Exercise: Where does the word "stop" show up in the records? Copy every line that has it.

————

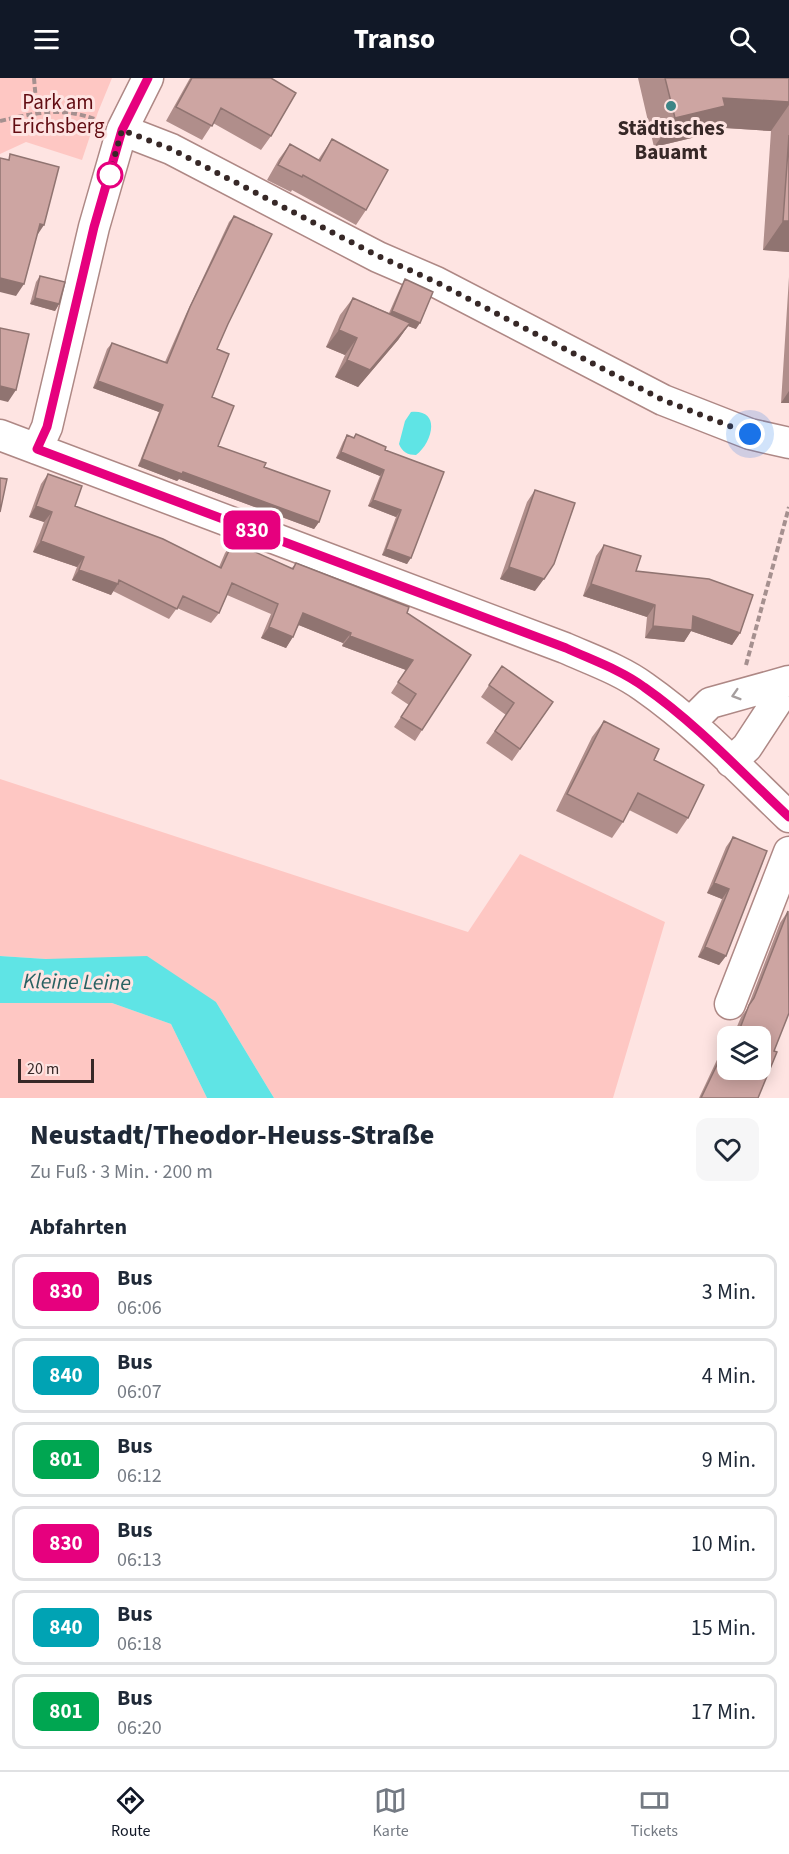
<!DOCTYPE html>
<html lang="de">
<head>
<meta charset="utf-8">
<style>
  :root { --surface:#fff; --page:#f6f6f7; --text:#1f2937; --muted:#747a83; --line:#e0e1e3; --accent:#111827 }
  body { margin:0; font-family:"Source Sans 3",sans-serif; background:var(--page); color:var(--text); height:100vh; display:flex; flex-direction:column; font-size:22px; white-space:nowrap }
  * { box-sizing:border-box; margin:0 }
  p { font-size:20px; color:var(--muted) }
  .icon { flex:none; width:33px; height:33px; fill:none; stroke:currentColor; stroke-width:2; stroke-linecap:round; stroke-linejoin:round }
  .map { position:relative; height:1020px; overflow:hidden }
  .sheet { display:flex; flex-direction:column; background:var(--surface); flex:1 }
  .sheet>* { flex:none }
  .badge { padding:0 12px; border-radius:9px; font-size:21px; line-height:39px }
  .buttons { position:absolute; left:717px; top:948px; display:grid; gap:12px }
  .buttons a { display:grid; place-items:center; width:54px; height:54px; border-radius:12px; background:var(--surface); box-shadow:0 3px 15px #0003; font-size:30px }
  .scale { position:absolute; left:18px; bottom:15px; width:76px; box-sizing:border-box; padding-left:6px; border:3px solid #372827; border-top:0; font-size:16px; line-height:21px; white-space:nowrap; color:#372827; -webkit-text-stroke:4px #fee4e2; paint-order:stroke }
  .you { position:absolute; width:30px; height:30px; margin:-15px; border:4px solid #fff; border-radius:50%; background:#1a73e8; box-shadow:0 0 0 9px #1a73e833 }
  .map>.badge { position:absolute; translate:-50% -50%; box-shadow:0 0 0 3px #fff }
  h2 { padding:0 30px; font-size:22px; line-height:54px }
  .round { display:grid; place-items:center; flex:none; width:63px; height:63px; border-radius:12px; background:var(--page) }
  .summary { display:flex; align-items:center; justify-content:space-between; height:102px; padding:0 30px }
  h1 { font-size:28px; font-weight:800; line-height:45px }
  ul { padding:0; list-style:none }
  li { display:flex; align-items:center; gap:18px; height:75px; margin:0 12px 9px; padding:0 18px; border:3px solid var(--line); border-radius:12px }
  li div { flex:1 }
  li b { display:block; font-size:22px }
  li em { font-style:normal }
  li .badge { min-width:66px; font-weight:700; text-align:center }
  header { display:flex; justify-content:space-between; align-items:center; height:78px; padding:0 30px; background:var(--accent); color:#fff; font-size:27px; font-weight:800 }
  .dock { display:flex; justify-content:space-around; align-items:center; height:84px; border-top:2px solid var(--line); background:var(--surface); font-size:16px; color:var(--muted) }
  .dock a { display:grid; justify-items:center; gap:3px }
  .dock .selected { color:var(--accent) }
  .map>svg:first-child { display:block }
  .green { fill:#fec7c3 }
  .water { fill:#5fe4e5 }
  .lines { fill:none; stroke-linecap:round; stroke-linejoin:round }
  .minor-casing { stroke:#ae8885; stroke-width:33 }
  .path { stroke:#a5908f; stroke-width:4; stroke-dasharray:6 3; stroke-linecap:butt }
  .minor { stroke:#fff; stroke-width:30 }
  .wall { fill:#b08e8b }
  .shaded-wall { fill:#907471 }
  .building { fill:#cda5a2; stroke:#907471; stroke-width:1.5 }
  .oneway { stroke:#a59e9e }
  .line-casing { stroke:#fff; stroke-width:14 }
  .line { stroke:#e6007e; stroke-width:9 }
  .walk { stroke:#372827; stroke-width:6; stroke-dasharray:0 10.8 }
  .poi-dot { fill:#3d8586; stroke:#fee4e2; stroke-width:2 }
  .stop-dot { fill:#fff; stroke:#e6007e; stroke-width:3 }
  .labels { text-anchor:middle; dominant-baseline:central; stroke-width:6; stroke-linejoin:round; paint-order:stroke }
  .park-label { font-size:21px; fill:#620d13; stroke:#fee4e2 }
  .poi-label { font-size:21px; font-weight:bold; fill:#372827; stroke:#fee4e2 }
  .water-label { font-size:22px; font-style:italic; fill:#296162; stroke:#fee4e2 }
</style>
</head>
<body>
<header><svg class="icon" aria-label="menu" viewBox="0 0 24 24"><path d="M4 6h16M4 12h16M4 18h16"/></svg>Transo<svg class="icon" aria-label="search" viewBox="0 0 24 24"><circle cx="10" cy="10" r="6"/><path d="M15 15l6 6"/></svg></header>
<div class="map">
<svg width="789" height="1020" viewBox="0 0 789 1020">
  <rect width="100%" height="100%" fill="#fee4e2"/>
  <path class="green" d="M0,0h112l-14,34 -16,48 -56,-18 -26,12z
    M0,701l468,153 52,-78 145,68 -52,176h-339l-58,-96 -170,-43 -46,-3z
    M0,925h112l59,21 36,74h-207z"/>
  <path class="water" d="M411,334c31,-3 21,31 5,43 -8,0 -14,-3 -17,-11l6,-23z
    M0,878l46,3 101,-3 69,46 58,96h-67l-36,-74 -59,-21h-112z"/>
  <g class="lines">
    <g class="minor-casing">
      <path id="minor" d="M122,52l49,19 207,108 58,25 227,118 87,34 39,9
        M0,357l565,213c27,12 56,22 79,39 53,37 98,85 145,130
        M37,371l10,-22 47,-200 28,-97 26,-52
        M690,645l20,-20 79,-22
        M731,684l16,-15 42,-64
        M730,926l59,-152"/>
    </g>
    <path class="path" d="M34,0l3,35
      M0,43c36,-8 61,-15 97,-1
      M746,587l43,-158"/>
    <use href="#minor" class="minor"/>
  </g>
  <path class="wall" d="M190,0h81v58l-10,14 -48,-27 -11,17 -36,-19z
    M638,0h151v174l-26,-2 8,-119 -61,-4 -6,8 -50,12z
    M332,61l34,71 -10,15 -64,-35 -1,2 -24,-12 12,-21 11,-15 28,16z
    M234,138l-6,108 -11,25 -5,48 6,49 46,21 55,55 -5,7 -135,-50 -2,2 -39,-15 21,-54 -66,-24 14,-39 5,-6 53,19 21,-48 43,-92z
    M40,198l19,28 -4,7 -25,-7 6,-22z
    M789,199v126h-8z
    M405,201l11,50 -8,-3 -10,14 -40,47 -23,-10 10,-22 -19,-8 14,-32 13,-17 36,15 12,-27z
    M356,356l29,16 59,22 -37,92 -25,-9 14,-38 -28,-11 12,-30 -44,-18 7,-16 4,-7 6,3z
    M48,396l27,32 144,61 6,-14 8,-11 58,27 5,-6 111,50 15,117 -7,11 -21,-14 15,-22 -18,-12 15,-23 -64,-24 1,-3 -44,-18 -13,23 -25,-10 10,-24 -44,-19 -8,18 -8,10 -34,-15 -8,11 -56,-28 -2,4 -39,-15 5,-13 -44,-15 11,-30 -15,-5 12,-33z
    M535,412v101l-35,-12 27,-77z
    M604,467l32,26 104,62 -8,12 -41,-14 -7,11 -39,-4 2,-21 -64,-21 13,-40z
    M502,588l51,36 -41,59 -26,-18 20,-28 -25,-18z
    M604,643l50,39 34,58 -11,16 -48,-24 -6,12 -11,16 -56,-27 36,-74z
    M733,759l-7,119 -7,9 -21,-8 24,-58 -15,-6 19,-46z
    M788,833l-14,140 -16,47h-59l24,-51 5,-7v30l2,-34h3l8,-19 6,-8 33,-86z"/>
  <path class="shaded-wall" d="M723,20l66,4v3l-18,26 -61,-4 -6,8 -50,12 21,-29z
    M783,143h6v31l-26,-2z
    M40,146l4,1 -8,12z
    M0,200l24,6 -8,12 -16,-4z
    M35,220l24,6 -4,7 -25,-7z
    M392,233l28,12 -4,6 -8,-3 -10,14 -40,47 -23,-10 12,-17 40,-43z
    M339,252l18,8 -12,17 -19,-8z
    M98,303l65,24 -4,7 -66,-24z
    M0,308l16,4 -8,12 -8,-2z
    M789,313v12h-8z
    M341,374l43,18 -4,6 -44,-18z
    M142,381l41,13 136,50 -5,7 -135,-50 -2,2 -39,-15z
    M373,422l28,10 -5,7 -28,-11z
    M36,428l16,6 -8,10 -15,-5z
    M41,463l43,16 -7,10 -44,-15z
    M386,471l25,9 -4,6 -25,-9z
    M509,489l35,12 -9,12 -35,-12z
    M79,492l39,14 -7,11 -39,-15z
    M591,506l64,21 -8,12 -64,-21z
    M303,535l48,20 -8,10 -47,-19z
    M693,538l47,17 -8,12 -41,-14 -7,11 -39,-4 8,-12z
    M269,549l24,10 -7,11 -25,-10z
    M350,558l63,24 -7,10 -64,-24z
    M714,805l15,6 -7,10 -15,-6z
    M705,869l21,9 -7,9 -21,-8z"/>
  <path class="building" d="M192,0h79l25,15 -25,43 -50,-28 -9,18 -36,-19z
    M665,0h124v24l-66,-4 2,8 -50,12z
    M789,57v86h-6z
    M332,61l56,31 -22,40 -63,-35 -1,2 -24,-12 12,-21 30,17z
    M10,76l49,13 -15,58 -4,-1 -16,60 -24,-6v-120l9,2z
    M234,138l38,18 -44,90 -11,25 12,5 -17,43 22,9 -16,40 48,17 -2,4 66,24 -11,31 -136,-50 -1,2 -40,-15 21,-54 -65,-24 14,-38 55,20 23,-56z
    M40,198l25,6 -6,22 -24,-6z
    M405,201l28,13 -13,31 -28,-12z
    M353,220l57,25 -40,47 -23,-10 10,-22 -18,-8z
    M0,250l29,6 -13,56 -16,-4z
    M356,356l30,13 -1,3 59,22 -33,86 -25,-9 15,-39 -28,-10 11,-30 -43,-18 6,-17 7,3z
    M48,396l34,12 -7,20 88,33 58,29 12,-26 60,27 3,-6 113,44 -2,6 64,42 -49,75 -21,-13 15,-23 -18,-12 15,-22 -63,-24 1,-3 -48,-20 -10,24 -24,-10 9,-23 -46,-21 -13,30 -36,-17 -6,13 -58,-29 -1,4 -39,-14 5,-13 -43,-16 11,-29 -16,-6z
    M0,400l7,1 -7,33z
    M535,412l40,13 -21,61 -10,15 -35,-12z
    M604,467l37,11 -5,15 73,8 44,16 -13,38 -47,-17 -1,14 -39,-4 2,-21 -64,-21z
    M502,588l51,36 -33,47 -25,-18 19,-28 -25,-18z
    M604,643l55,28 -5,11 50,25 -16,33 -50,-25 -15,29 -56,-28z
    M733,759l34,14 -41,105 -21,-9 24,-58 -15,-6z
    M788,833l1,102 -15,38 3,1 -19,46h-57l27,-56v28h32v-34h-23l12,-31 5,-7z"/>
  <defs><path id="oneway-chevron" d="M-2-3.5L2.5 0L-2 3.5" fill="none" stroke-width="1.6" stroke-linecap="round" stroke-linejoin="round" transform="scale(1.5)"/></defs>
  <use class="oneway" href="#oneway-chevron" transform="translate(736 617) rotate(163)"/>
  <g class="lines">
    <g class="line-casing">
      <path id="line" d="M148,0l-26,52 -28,97 -47,200 -10,22 529,199c26,12 55,22 78,39 53,37 98,86 145,130"/>
    </g>
    <use href="#line" class="line"/>
    <path class="walk" d="M110,97l-2,5 14,-50 49,19 207,107 58,26 227,118 87,34"/>
  </g>
  <circle class="poi-dot" cx="671" cy="28" r="6"/>
  <circle class="stop-dot" cx="110" cy="97" r="12"/>
  <g class="labels">
    <g class="park-label">
      <text x="58" y="24">Park am<tspan x="58" dy="24">Erichsberg</tspan></text>
    </g>
    <g class="poi-label">
      <text x="671" y="50">Städtisches<tspan x="671" dy="24">Bauamt</tspan></text>
    </g>
    <g class="water-label">
      <text transform="translate(77 904) rotate(1)">Kleine Leine</text>
    </g>
  </g>
</svg>
<div class="buttons">
<a><svg class="icon" aria-label="layers" viewBox="0 0 24 24"><path d="M12 4l9 5-9 5-9-5zM3 14l9 5 9-5"/></svg></a>
</div>
<div class="scale">20 m</div>
<div class="you" style="left:750px;top:356px"></div>
<b class="badge" style="left:252px;top:452px;background:#e6007e;color:#fff">830</b>
</div>
<section class="sheet">
<div class="summary"><div><h1>Neustadt/Theodor-Heuss-Straße</h1><p>Zu Fuß · 3 Min. · 200 m</p></div><a class="round"><svg class="icon" aria-label="heart" viewBox="0 0 24 24"><path d="M12 20l-8-8c-3-5 5-10 8-4 3-6 11-1 8 4z"/></svg></a></div>
<h2>Abfahrten</h2>
<ul>
<li><span class="badge" style="background:#e6007e;color:#fff">830</span><div><b>Bus</b><p>06:06</p></div><em>3 Min.</em></li>
<li><span class="badge" style="background:#00a3b4;color:#fff">840</span><div><b>Bus</b><p>06:07</p></div><em>4 Min.</em></li>
<li><span class="badge" style="background:#00a651;color:#fff">801</span><div><b>Bus</b><p>06:12</p></div><em>9 Min.</em></li>
<li><span class="badge" style="background:#e6007e;color:#fff">830</span><div><b>Bus</b><p>06:13</p></div><em>10 Min.</em></li>
<li><span class="badge" style="background:#00a3b4;color:#fff">840</span><div><b>Bus</b><p>06:18</p></div><em>15 Min.</em></li>
<li><span class="badge" style="background:#00a651;color:#fff">801</span><div><b>Bus</b><p>06:20</p></div><em>17 Min.</em></li>
</ul>
</section>
<nav class="dock">
<a class="selected"><svg class="icon" aria-label="directions" viewBox="0 0 24 24"><path d="M12 3l9 9-9 9-9-9zM9 14v-3h6M13 9l2 2-2 2"/></svg>Route</a>
<a><svg class="icon" aria-label="map" viewBox="0 0 24 24"><path d="M3 6l6-2 6 2 6-2v14l-6 2-6-2-6 2zM9 4v14M15 6v14"/></svg>Karte</a>
<a><svg class="icon" aria-label="tickets" viewBox="0 0 24 24"><path d="M3 7h18v10H3zM15 7v10"/></svg>Tickets</a>
</nav>
</body>
</html>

————

Answer to this exercise:
  .stop-dot { fill:#fff; stroke:#e6007e; stroke-width:3 }
  <circle class="stop-dot" cx="110" cy="97" r="12"/>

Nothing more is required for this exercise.